COX-3

Cyclo-oxygenase 3 Enzyme

Two cyclooxygenase isozymes, COX-1 and COX-2, are known to convert arachidonic acid into prostaglandins and are the targets of nonsteroidal anti-inflammatory drugs (NSAIDs). A third distinct COX isozyme, COX-3, as well as two smaller COX-1-derived proteins (partial COX-1 or PCOX-1 proteins), has been discovered.but how the mecanism is still confused.

Genetics

COX-3 is transcribed from the COX-1 gene, but the resulting mRNA is spliced differently. In dogs the resulting protein resembles the other two COX enzymes, but in mice and humans it does not, owing to frame-shift. In human, COX-3 mRNA is most abundant in cerebral cortex and heart.

Discovery

The COX-1/COX-2 model did not explain everything about fever and inflammation. Even though COX-2 inhibitors were as active as traditional NSAIDs in inflammatory models, there were still some confusing issues. For example, the widespread use of the newer generation of COX-2-selective compounds demonstrated that COX-2 also had other physiological roles, being involved, for instance, in the maintenance of fluid balance by the kidney. In addition, the COX-1/COX-2 model did not explain the properties of acetaminophen (paracetamol): although its antipyretic and analgesic effects might be explained by inhibition of COX-2, it was not anti-inflammatory. Dan Simmon's group suggests this is because of the presence of a variant of COX-1, which they have named COX-3, that is especially sensitive to acetaminophen and related compounds. If this enzyme were particularly expressed in the brain, it could explain both the characteristics of acetaminophen, which has been reputed for some time of being a centrally-acting antipyretic. COX-2-selective inhibitors react weakly with the COX-3 enzymatic site, because the site is identical to that in COX-1. These are as good at reducing fever as older NSAIDs. The fever response has also been clearly associated with a rapid induction of COX-2 expression and an associated increase in PGE2 production, with no role for COX-1 or a COX-1 gene product (e.g., COX-3). Finally, the sites of COX-3 expression do not appear to fit in well with those sites associated with fever, and we might expect to see the protein present within the hypothalamus rather than the cerebral cortex. All these considerations appear to argue against the COX-3 of Chandrasekharan et al. being the site of the antipyretic actions of NSAIDs and COX-2-selective agents. However, the results from Chandrasekharan et al. could be read as showing that acetaminophen acts at a different site than the other NSAIDs and that more than one COX isoform contributes to the fever response.

Inhibitors

Acetaminophen has been found to be a selective COX-3 inhibitor in rodent studies.

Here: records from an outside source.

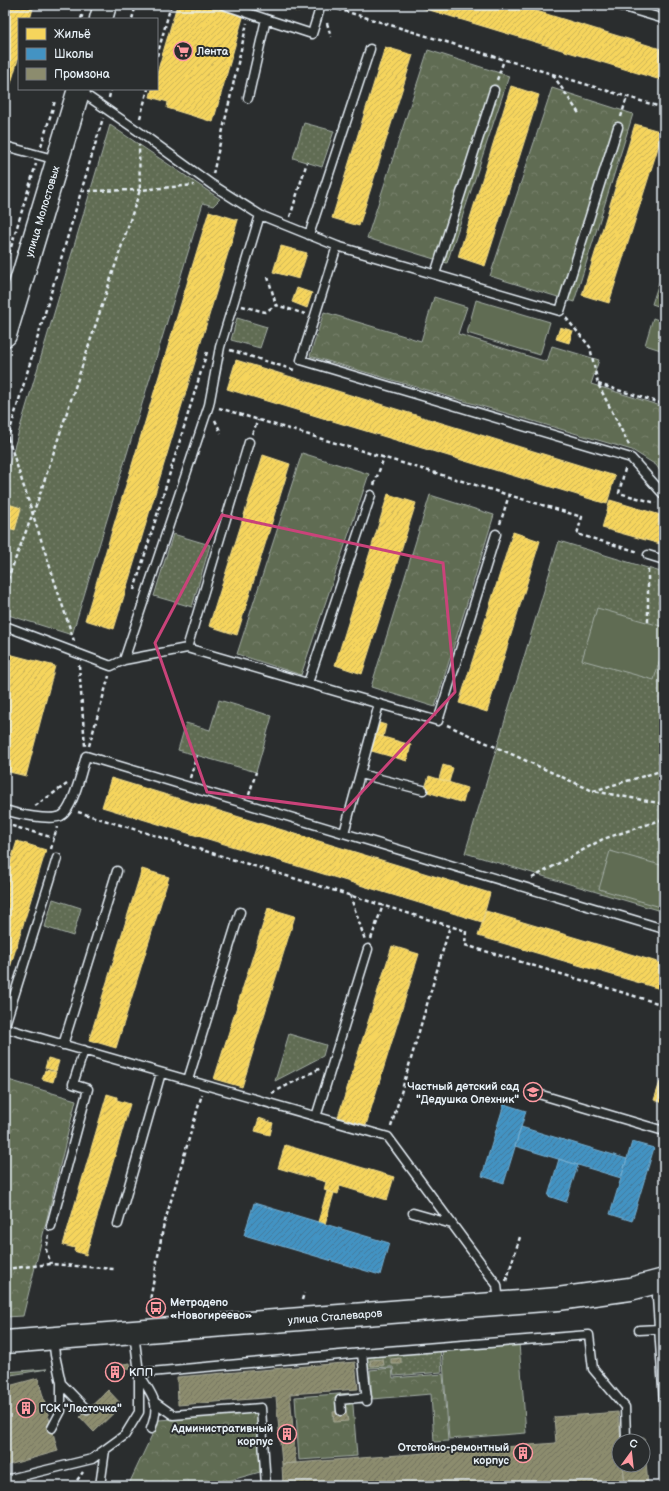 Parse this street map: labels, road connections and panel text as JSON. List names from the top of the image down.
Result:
{
  "streets": {
    "main road": ["улица Молостовых", "улица Сталеваров"]
  },
  "places": {
    "supermarket": ["Лента"],
    "school or university": ["Частный детский сад \"Дедушка Олехник\""],
    "bus stop": ["Метродепо «Новогиреево»"],
    "building": [
      "КПП",
      "ГСК \"Ласточка\"",
      "Административный корпус",
      "Отстойно-ремонтный корпус"
    ]
  },
  "legend": ["Жильё", "Школы", "Промзона"],
  "north": "top"
} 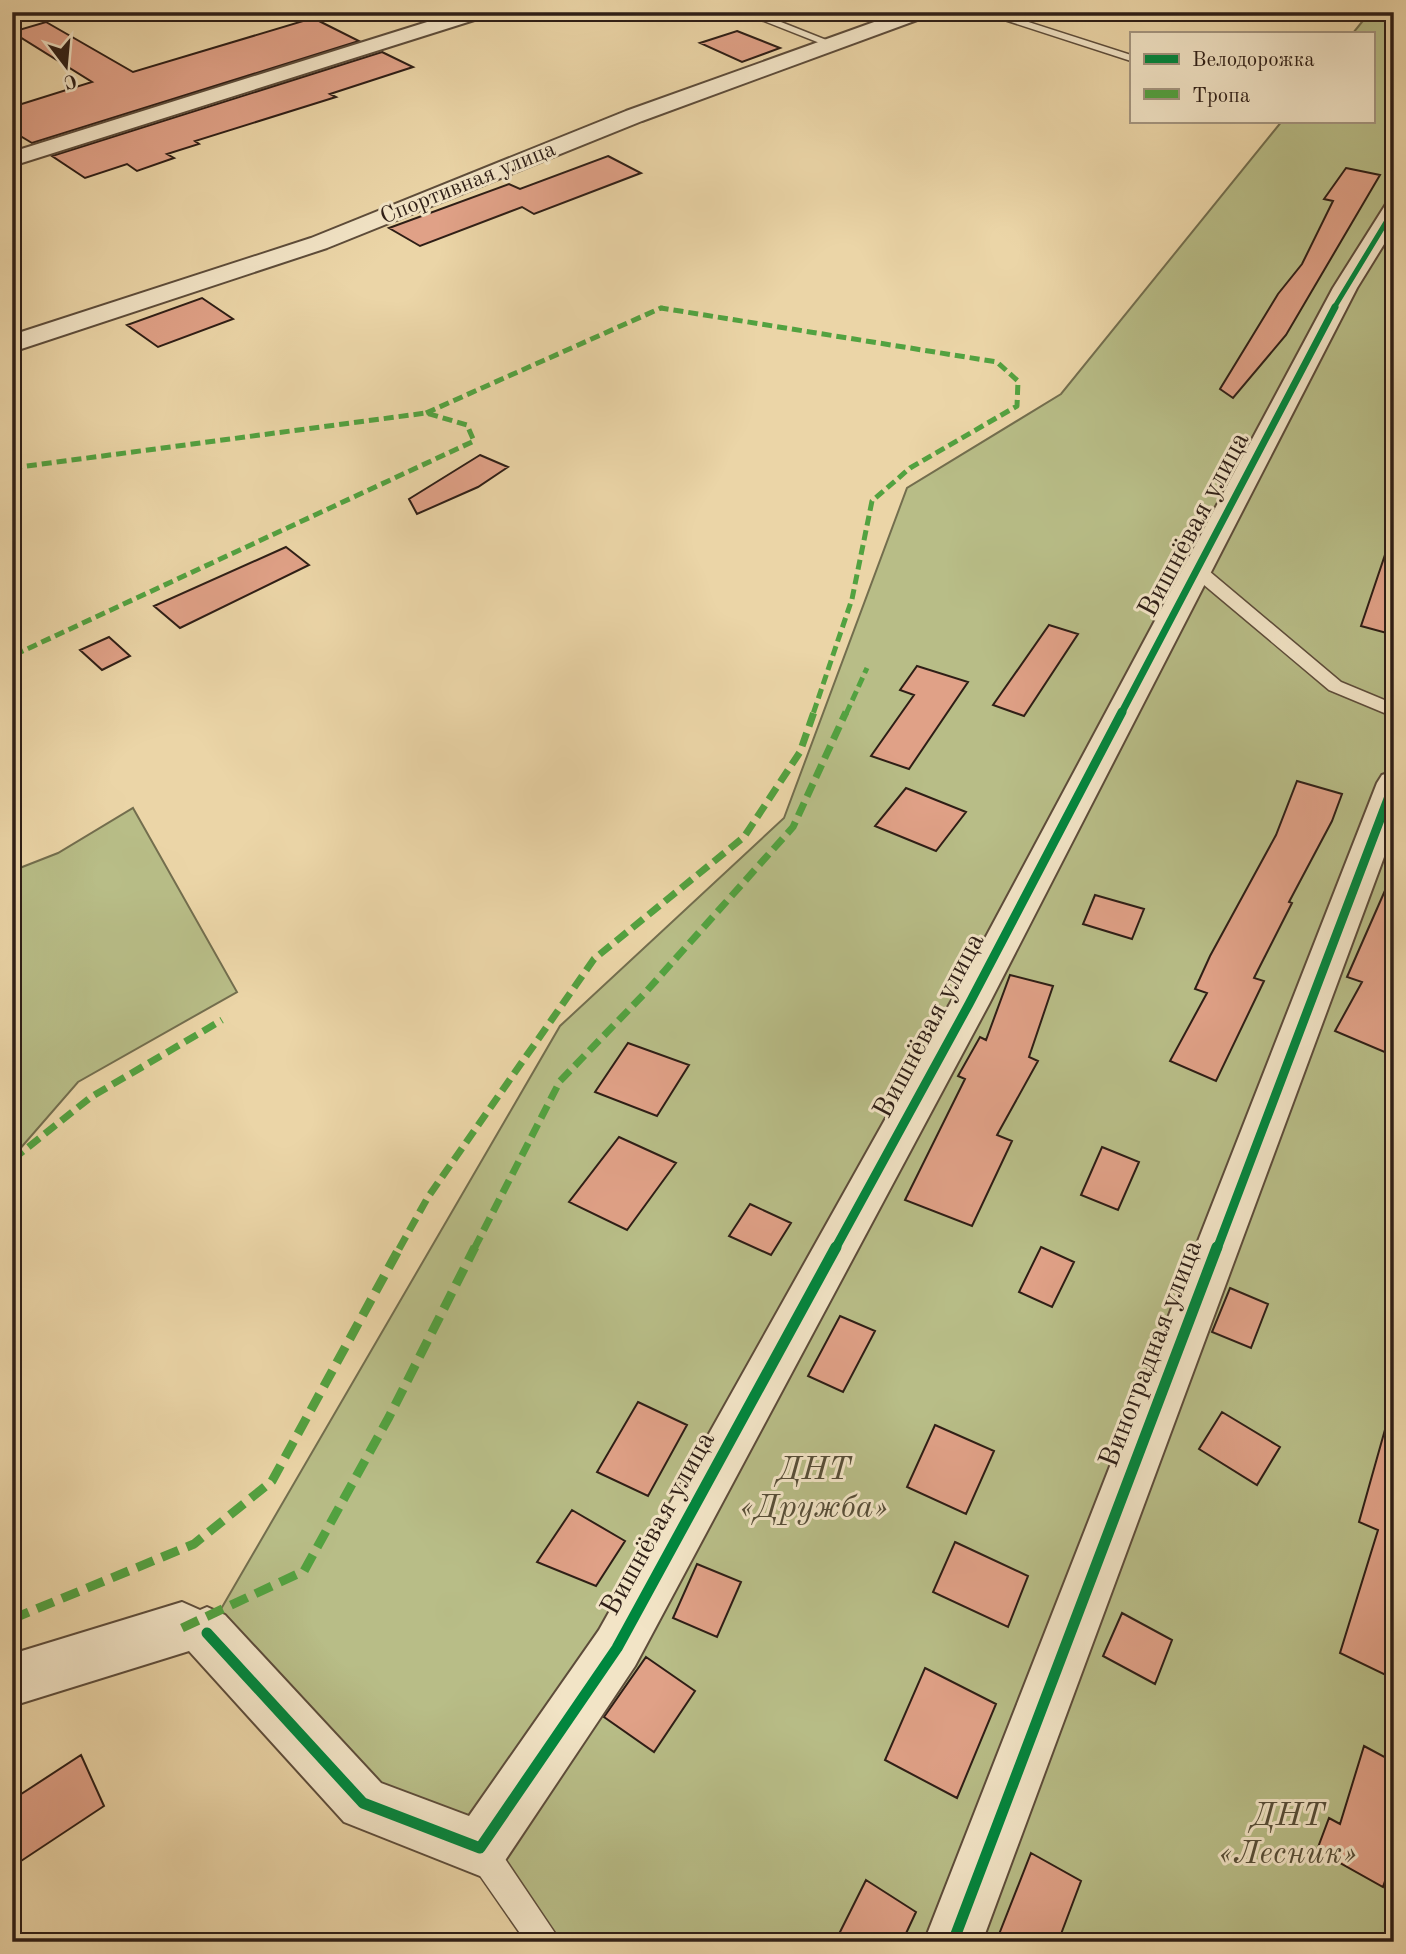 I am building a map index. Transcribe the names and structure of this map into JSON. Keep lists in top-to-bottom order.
{
  "streets": {
    "street": ["Спортивная улица", "Вишнёвая улица", "Виноградная улица"]
  },
  "parks": ["ДНТ «Дружба»", "ДНТ «Лесник»"],
  "legend": ["Велодорожка", "Тропа"],
  "north": "bottom"
}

Simmons also co-discovered COX-3 in 2002 and analyzed this new isozyme's relation to paracetamol (acetaminophen), arguably the most widely used analgesic drug in the world (Chandrasekharan et al, 2002). The authors postulated that inhibition of COX-3 could represent a primary central mechanism by which these drugs decrease pain and possibly fever.

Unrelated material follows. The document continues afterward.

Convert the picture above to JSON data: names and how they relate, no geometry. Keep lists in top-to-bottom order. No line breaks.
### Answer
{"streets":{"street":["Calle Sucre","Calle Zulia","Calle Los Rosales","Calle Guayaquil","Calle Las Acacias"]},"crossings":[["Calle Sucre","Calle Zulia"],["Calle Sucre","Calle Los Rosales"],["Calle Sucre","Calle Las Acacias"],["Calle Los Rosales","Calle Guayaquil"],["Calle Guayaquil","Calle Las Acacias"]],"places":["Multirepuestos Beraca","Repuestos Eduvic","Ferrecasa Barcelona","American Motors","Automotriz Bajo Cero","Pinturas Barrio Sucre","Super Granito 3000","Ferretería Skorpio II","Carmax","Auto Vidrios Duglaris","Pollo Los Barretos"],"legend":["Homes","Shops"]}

The relevance of this research has been called into question as human COX-3 mRNA (with introns removed) encodes proteins with completely different amino acid sequences from those of COX-1 or COX-2. The expressed proteins do not show COX activity and it is unlikely that they play a role in prostaglandin-mediated physiological responses.

The clinical ramifications and knowledge of COX isozymes are rapidly expanding and may offer significant hope for future treatments of pain, inflammation, and fever.

Future

Comparison of canine COX-3 activity with murine COX-1 and -2 demonstrates that this enzyme is selectively inhibited by analgesic/antipyretic drugs such as acetaminophen, phenacetin, antipyrine, and dipyrone, and is potently inhibited by some nonsteroidal anti-inflammatory drugs. Thus, inhibition of COX-3 could represent a primary central mechanism by which these drugs decrease pain and possibly fever.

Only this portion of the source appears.